Working alongside survivors and other anti-trafficking organizations to combat human trafficking is an important part of the CSE Institute’s work in Pennsylvania and beyond, and we look forward to collaborating in the future to strengthen this interdisciplinary approach. If you would like to have the CSE Institute train your community, please contact us.

Protecting Victims and Empowering Survivors

Finally, Chapter 30 also provides victims and survivors of human trafficking with protections within the context of the criminal justice system. For example, the “rape shield” provision set forth in section 3018 prohibits evidence of specific instances of a victim’s past sexual conduct – as well as evidence on opinions or reputations from the victim’s past sexual conduct – from entering into evidence at trial [12].

Exploiting an individual for a commercial sex act, regardless of the individual’s sexual history, is a crime. However, there are instances where this kind of evidence may help to prove the required “purpose” element to prosecute human trafficking. Therefore, law enforcement and prosecutors have an obligation to communicate honestly with victims about what may occur throughout the trial, as there remains the potential for the victim’s past sexual conduct to still be referenced for this narrow purpose.

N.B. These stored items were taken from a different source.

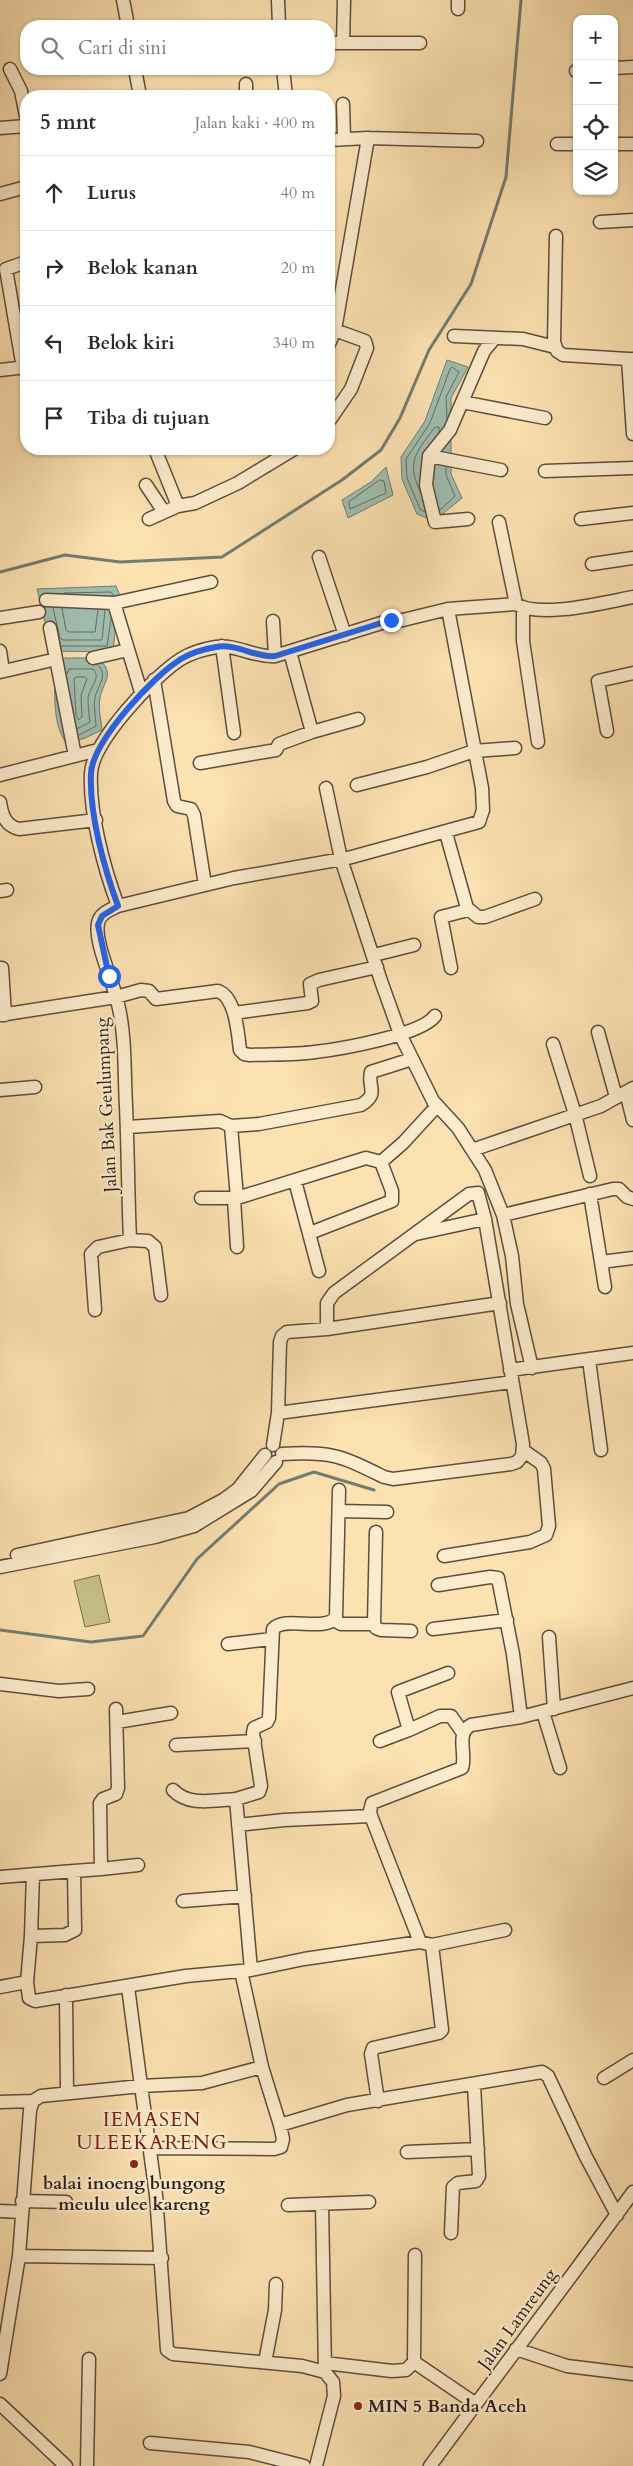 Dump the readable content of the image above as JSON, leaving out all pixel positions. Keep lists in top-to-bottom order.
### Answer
{
  "streets": {
    "street": ["Jalan Bak Geulumpang", "Jalan Lamreung"]
  },
  "districts": ["IEMASEN ULEEKARENG"],
  "places": ["balai inoeng bungong meulu ulee kareng", "MIN 5 Banda Aceh"],
  "page": {
    "map_buttons": ["+", "−"],
    "search": "Cari di sini",
    "heading": ["5 mnt", "Jalan kaki · 400 m"],
    "list": [
      ["Lurus", "40 m"],
      ["Belok kanan", "20 m"],
      ["Belok kiri", "340 m"],
      "Tiba di tujuan"
    ]
  }
} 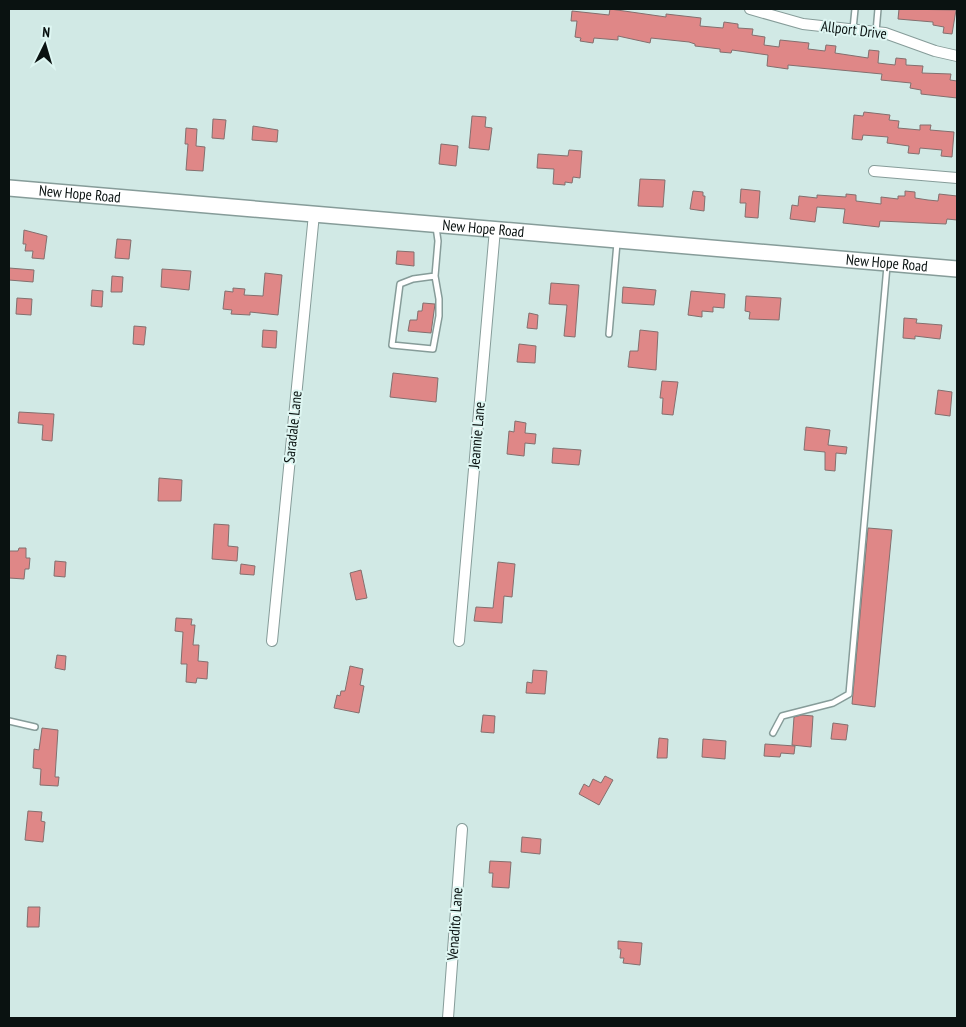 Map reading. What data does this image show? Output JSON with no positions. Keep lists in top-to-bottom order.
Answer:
{
  "streets": {
    "main road": ["New Hope Road"],
    "street": [
      "Allport Drive",
      "Saradale Lane",
      "Jeannie Lane",
      "Venadito Lane"
    ]
  },
  "crossings": [
    ["New Hope Road", "Saradale Lane"],
    ["New Hope Road", "Jeannie Lane"]
  ],
  "north": "top"
} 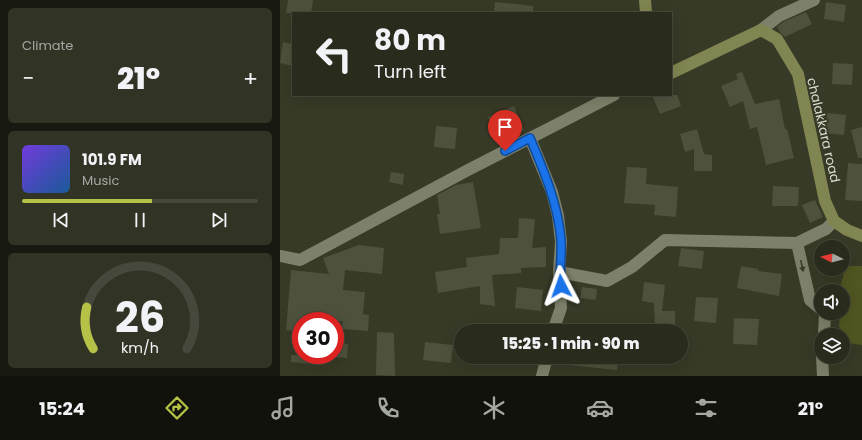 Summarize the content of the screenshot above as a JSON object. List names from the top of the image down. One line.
{"streets":{"main road":["chalakkara road"]},"north":"left","page":{"tile":"Climate","turn":["80 m","Turn left"],"heat":["−","21°","+"],"song":["101.9 FM","Music"],"limit":"30","trip":"15:25 · 1 min · 90 m","tabs":["15:24","21°"],"gauge":["26","km/h"]}} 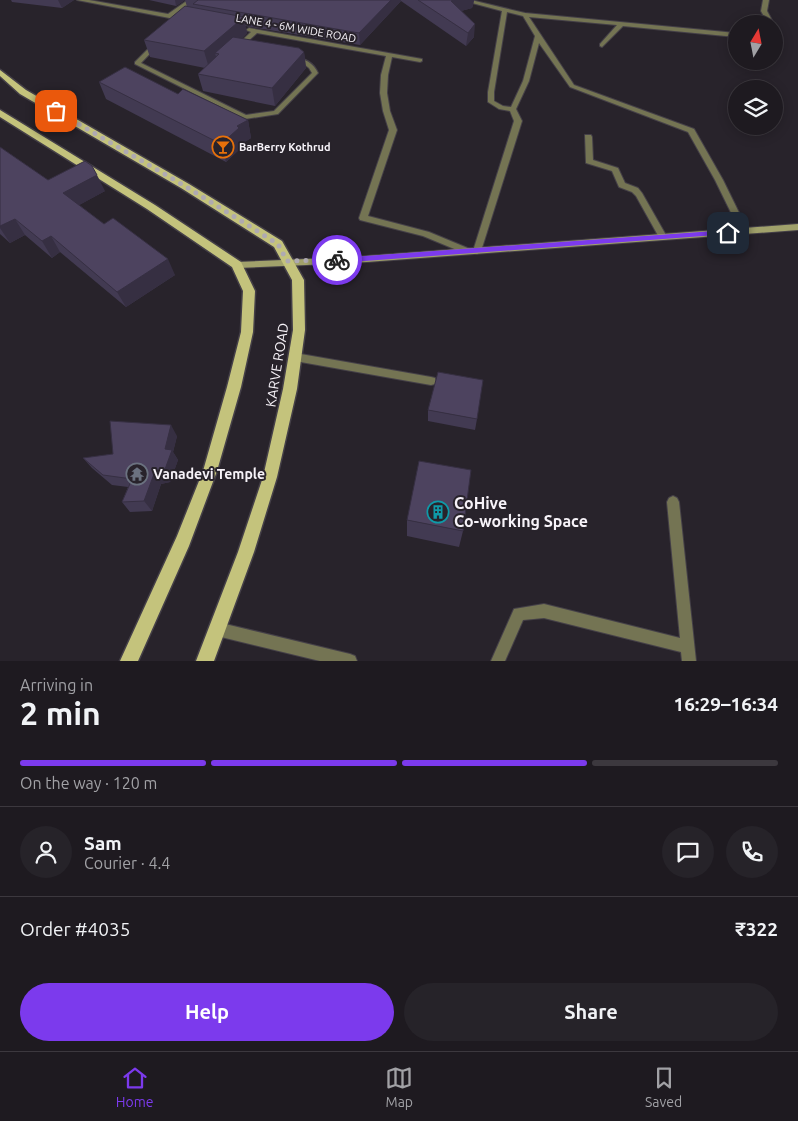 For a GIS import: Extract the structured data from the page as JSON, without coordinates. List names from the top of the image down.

Chapter 30 currently recognizes that, in many cases, individuals arrested and convicted of prostitution are not committing a crime – but rather, a crime is being committed against them. Prostituted persons are victims of commercial sexual exploitation. Under Pennsylvania law, any individual charged with prostitution may assert an affirmative defense at trial claiming that they engaged in prostitution under duress, compulsion or coercion [13]. The availability of this affirmative defense is in response to the understanding that victims of commercial sexual exploitation are vulnerable to unjust criminalization. Chapter 30 also empowers trafficking survivors by creating a civil cause of action. Section 3051 provides survivors with a mechanism to sue individuals who participated, facilitated, or otherwise knowingly benefited financially from their own victimization through trafficking [14].

Finally, trafficking survivors who have been criminalized for conduct related to their sex trafficking victimization can also file a petition for vacatur to remove parts of their criminal record [15]. This remedy is an important provision of Pennsylvania’s anti-trafficking statute because it acknowledges the stigma associated with criminal histories and empowers survivors to move forward with their lives beyond their victimization.